+++ RECORDS TO PROCESS +++

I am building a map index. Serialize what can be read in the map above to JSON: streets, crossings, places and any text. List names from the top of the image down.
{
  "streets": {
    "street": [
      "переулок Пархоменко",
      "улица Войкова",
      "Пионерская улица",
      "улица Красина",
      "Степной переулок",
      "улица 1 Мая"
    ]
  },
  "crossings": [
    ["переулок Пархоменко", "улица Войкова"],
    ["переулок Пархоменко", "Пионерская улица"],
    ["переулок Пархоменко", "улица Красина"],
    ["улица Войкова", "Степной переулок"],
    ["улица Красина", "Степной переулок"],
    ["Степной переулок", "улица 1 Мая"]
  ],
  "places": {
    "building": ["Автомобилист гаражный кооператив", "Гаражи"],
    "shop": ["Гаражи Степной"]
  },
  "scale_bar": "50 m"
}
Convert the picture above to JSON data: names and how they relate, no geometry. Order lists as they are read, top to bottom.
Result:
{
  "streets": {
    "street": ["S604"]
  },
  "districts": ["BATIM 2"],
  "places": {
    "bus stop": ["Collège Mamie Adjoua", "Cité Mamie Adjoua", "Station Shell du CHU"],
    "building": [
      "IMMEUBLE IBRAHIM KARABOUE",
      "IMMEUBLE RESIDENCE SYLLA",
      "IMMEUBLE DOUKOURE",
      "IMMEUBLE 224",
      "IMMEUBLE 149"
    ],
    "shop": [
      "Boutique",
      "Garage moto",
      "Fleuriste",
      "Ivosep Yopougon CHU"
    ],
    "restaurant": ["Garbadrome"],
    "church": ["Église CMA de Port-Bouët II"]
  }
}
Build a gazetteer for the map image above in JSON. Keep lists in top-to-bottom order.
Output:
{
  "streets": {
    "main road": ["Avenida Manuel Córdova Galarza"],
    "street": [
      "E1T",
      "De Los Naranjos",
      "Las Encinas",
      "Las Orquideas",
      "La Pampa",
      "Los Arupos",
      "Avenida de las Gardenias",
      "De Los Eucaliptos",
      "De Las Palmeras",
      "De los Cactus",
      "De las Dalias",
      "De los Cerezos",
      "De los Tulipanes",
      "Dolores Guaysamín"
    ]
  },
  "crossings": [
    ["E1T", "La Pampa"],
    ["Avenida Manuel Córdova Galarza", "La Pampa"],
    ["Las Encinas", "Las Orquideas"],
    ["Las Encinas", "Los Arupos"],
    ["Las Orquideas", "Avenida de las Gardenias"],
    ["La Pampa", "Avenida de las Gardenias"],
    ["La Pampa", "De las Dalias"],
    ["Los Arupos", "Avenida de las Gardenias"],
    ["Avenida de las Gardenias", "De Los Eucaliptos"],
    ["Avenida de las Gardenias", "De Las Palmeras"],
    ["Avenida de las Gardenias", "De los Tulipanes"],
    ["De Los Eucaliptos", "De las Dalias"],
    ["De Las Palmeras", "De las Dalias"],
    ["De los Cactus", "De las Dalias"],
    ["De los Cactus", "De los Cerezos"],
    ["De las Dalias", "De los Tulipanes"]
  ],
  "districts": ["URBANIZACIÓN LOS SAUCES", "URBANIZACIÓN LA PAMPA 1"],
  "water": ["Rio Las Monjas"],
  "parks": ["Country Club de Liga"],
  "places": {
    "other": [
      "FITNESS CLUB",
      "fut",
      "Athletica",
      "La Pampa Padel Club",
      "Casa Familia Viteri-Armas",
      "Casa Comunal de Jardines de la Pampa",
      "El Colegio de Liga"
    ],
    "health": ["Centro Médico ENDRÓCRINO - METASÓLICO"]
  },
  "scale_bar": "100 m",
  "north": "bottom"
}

+++

TASK REQUIREMENTS: Word for word, write out each of the records above.

SOLUTION BELOW:
I am building a map index. Serialize what can be read in the map above to JSON: streets, crossings, places and any text. List names from the top of the image down.
{
  "streets": {
    "street": [
      "переулок Пархоменко",
      "улица Войкова",
      "Пионерская улица",
      "улица Красина",
      "Степной переулок",
      "улица 1 Мая"
    ]
  },
  "crossings": [
    ["переулок Пархоменко", "улица Войкова"],
    ["переулок Пархоменко", "Пионерская улица"],
    ["переулок Пархоменко", "улица Красина"],
    ["улица Войкова", "Степной переулок"],
    ["улица Красина", "Степной переулок"],
    ["Степной переулок", "улица 1 Мая"]
  ],
  "places": {
    "building": ["Автомобилист гаражный кооператив", "Гаражи"],
    "shop": ["Гаражи Степной"]
  },
  "scale_bar": "50 m"
}
Convert the picture above to JSON data: names and how they relate, no geometry. Order lists as they are read, top to bottom.
Result:
{
  "streets": {
    "street": ["S604"]
  },
  "districts": ["BATIM 2"],
  "places": {
    "bus stop": ["Collège Mamie Adjoua", "Cité Mamie Adjoua", "Station Shell du CHU"],
    "building": [
      "IMMEUBLE IBRAHIM KARABOUE",
      "IMMEUBLE RESIDENCE SYLLA",
      "IMMEUBLE DOUKOURE",
      "IMMEUBLE 224",
      "IMMEUBLE 149"
    ],
    "shop": [
      "Boutique",
      "Garage moto",
      "Fleuriste",
      "Ivosep Yopougon CHU"
    ],
    "restaurant": ["Garbadrome"],
    "church": ["Église CMA de Port-Bouët II"]
  }
}
Build a gazetteer for the map image above in JSON. Keep lists in top-to-bottom order.
Output:
{
  "streets": {
    "main road": ["Avenida Manuel Córdova Galarza"],
    "street": [
      "E1T",
      "De Los Naranjos",
      "Las Encinas",
      "Las Orquideas",
      "La Pampa",
      "Los Arupos",
      "Avenida de las Gardenias",
      "De Los Eucaliptos",
      "De Las Palmeras",
      "De los Cactus",
      "De las Dalias",
      "De los Cerezos",
      "De los Tulipanes",
      "Dolores Guaysamín"
    ]
  },
  "crossings": [
    ["E1T", "La Pampa"],
    ["Avenida Manuel Córdova Galarza", "La Pampa"],
    ["Las Encinas", "Las Orquideas"],
    ["Las Encinas", "Los Arupos"],
    ["Las Orquideas", "Avenida de las Gardenias"],
    ["La Pampa", "Avenida de las Gardenias"],
    ["La Pampa", "De las Dalias"],
    ["Los Arupos", "Avenida de las Gardenias"],
    ["Avenida de las Gardenias", "De Los Eucaliptos"],
    ["Avenida de las Gardenias", "De Las Palmeras"],
    ["Avenida de las Gardenias", "De los Tulipanes"],
    ["De Los Eucaliptos", "De las Dalias"],
    ["De Las Palmeras", "De las Dalias"],
    ["De los Cactus", "De las Dalias"],
    ["De los Cactus", "De los Cerezos"],
    ["De las Dalias", "De los Tulipanes"]
  ],
  "districts": ["URBANIZACIÓN LOS SAUCES", "URBANIZACIÓN LA PAMPA 1"],
  "water": ["Rio Las Monjas"],
  "parks": ["Country Club de Liga"],
  "places": {
    "other": [
      "FITNESS CLUB",
      "fut",
      "Athletica",
      "La Pampa Padel Club",
      "Casa Familia Viteri-Armas",
      "Casa Comunal de Jardines de la Pampa",
      "El Colegio de Liga"
    ],
    "health": ["Centro Médico ENDRÓCRINO - METASÓLICO"]
  },
  "scale_bar": "100 m",
  "north": "bottom"
}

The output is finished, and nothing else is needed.